EXERCISE REQUIREMENTS: Return the lines that run from the beginning of the entries to the line holding "Serialize what can", inclusive, and drop the pictures.

RECORDS TO USE:
Start of Block

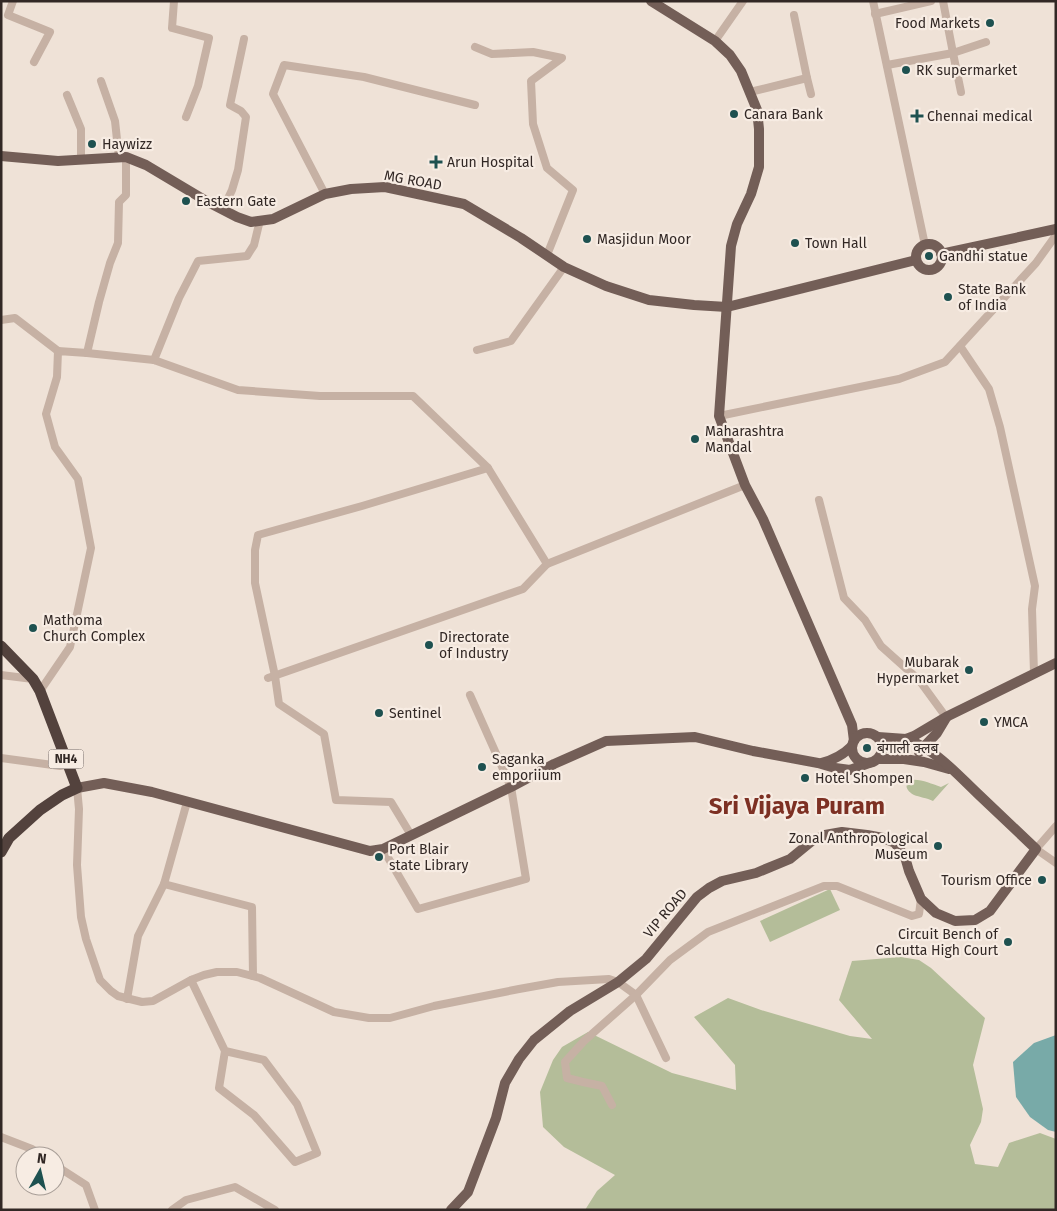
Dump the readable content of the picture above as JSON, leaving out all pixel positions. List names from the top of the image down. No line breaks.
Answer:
{"streets":{"highway":["NH4"],"main road":["MG ROAD","VIP ROAD"]},"districts":["Sri Vijaya Puram"],"places":{"other":["Food Markets","RK supermarket","Canara Bank","Haywizz","Eastern Gate","Masjidun Moor","Town Hall","Gandhi statue","State Bank of India","Maharashtra Mandal","Mathoma Church Complex","Directorate of Industry","Mubarak Hypermarket","Sentinel","YMCA","बंगाली क्लब","Saganka emporiium","Hotel Shompen","Zonal Anthropological Museum","Port Blair state Library","Tourism Office","Circuit Bench of Calcutta High Court"],"health":["Chennai medical","Arun Hospital"]},"north":"top"}
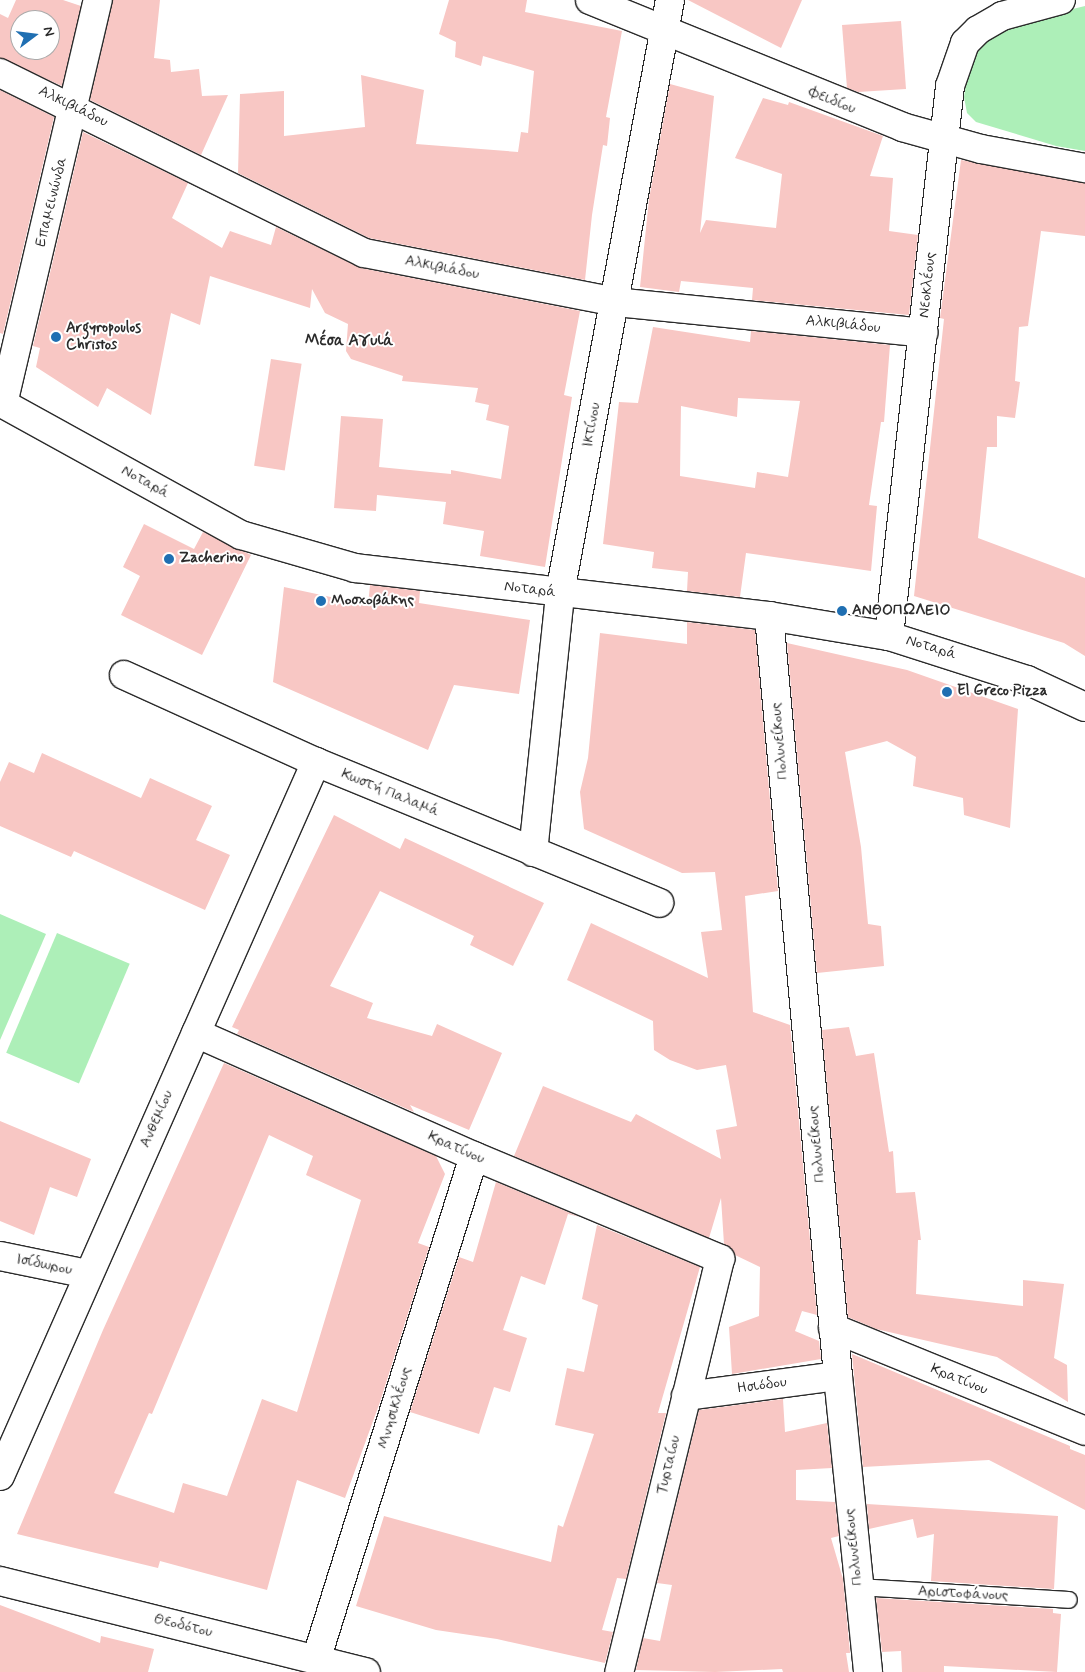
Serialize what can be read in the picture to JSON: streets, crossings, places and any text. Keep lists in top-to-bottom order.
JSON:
{
  "streets": {
    "street": [
      "Φειδίου",
      "Αλκιβιάδου",
      "Επαμεινώνδα",
      "Νεοκλέους",
      "Ικτίνου",
      "Νοταρά",
      "Πολυνείκους",
      "Κωστή Παλαμά",
      "Ανθεμίου",
      "Κρατίνου",
      "Ισίδωρου",
      "Ησιόδου",
      "Μνησικλέους",
      "Τυρταίου",
      "Θεοδότου"
    ],
    "lane": ["Αριστοφάνους"]
  },
  "crossings": [
    ["Φειδίου", "Νεοκλέους"],
    ["Φειδίου", "Ικτίνου"],
    ["Αλκιβιάδου", "Επαμεινώνδα"],
    ["Αλκιβιάδου", "Νεοκλέους"],
    ["Αλκιβιάδου", "Ικτίνου"],
    ["Επαμεινώνδα", "Νοταρά"],
    ["Νεοκλέους", "Νοταρά"],
    ["Ικτίνου", "Νοταρά"],
    ["Ικτίνου", "Κωστή Παλαμά"],
    ["Νοταρά", "Πολυνείκους"],
    ["Πολυνείκους", "Κρατίνου"],
    ["Πολυνείκους", "Ησιόδου"],
    ["Πολυνείκους", "Αριστοφάνους"],
    ["Κωστή Παλαμά", "Ανθεμίου"],
    ["Ανθεμίου", "Κρατίνου"],
    ["Ανθεμίου", "Ισίδωρου"],
    ["Κρατίνου", "Μνησικλέους"],
    ["Κρατίνου", "Τυρταίου"],
    ["Ησιόδου", "Τυρταίου"],
    ["Μνησικλέους", "Θεοδότου"]
  ],
  "districts": ["Μέσα Αγυιά"],
  "places": [
    "Argyropoulos Christos",
    "Zacherino",
    "Μοσχοβάκης",
    "ΑΝΘΟΠΩΛΕΙΟ",
    "El Greco Pizza"
  ],
  "north": "right"
}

End of Block

EXPECTED ANSWER:
Dump the readable content of the picture above as JSON, leaving out all pixel positions. List names from the top of the image down. No line breaks.
Answer:
{"streets":{"highway":["NH4"],"main road":["MG ROAD","VIP ROAD"]},"districts":["Sri Vijaya Puram"],"places":{"other":["Food Markets","RK supermarket","Canara Bank","Haywizz","Eastern Gate","Masjidun Moor","Town Hall","Gandhi statue","State Bank of India","Maharashtra Mandal","Mathoma Church Complex","Directorate of Industry","Mubarak Hypermarket","Sentinel","YMCA","बंगाली क्लब","Saganka emporiium","Hotel Shompen","Zonal Anthropological Museum","Port Blair state Library","Tourism Office","Circuit Bench of Calcutta High Court"],"health":["Chennai medical","Arun Hospital"]},"north":"top"}
Serialize what can be read in the picture to JSON: streets, crossings, places and any text. Keep lists in top-to-bottom order.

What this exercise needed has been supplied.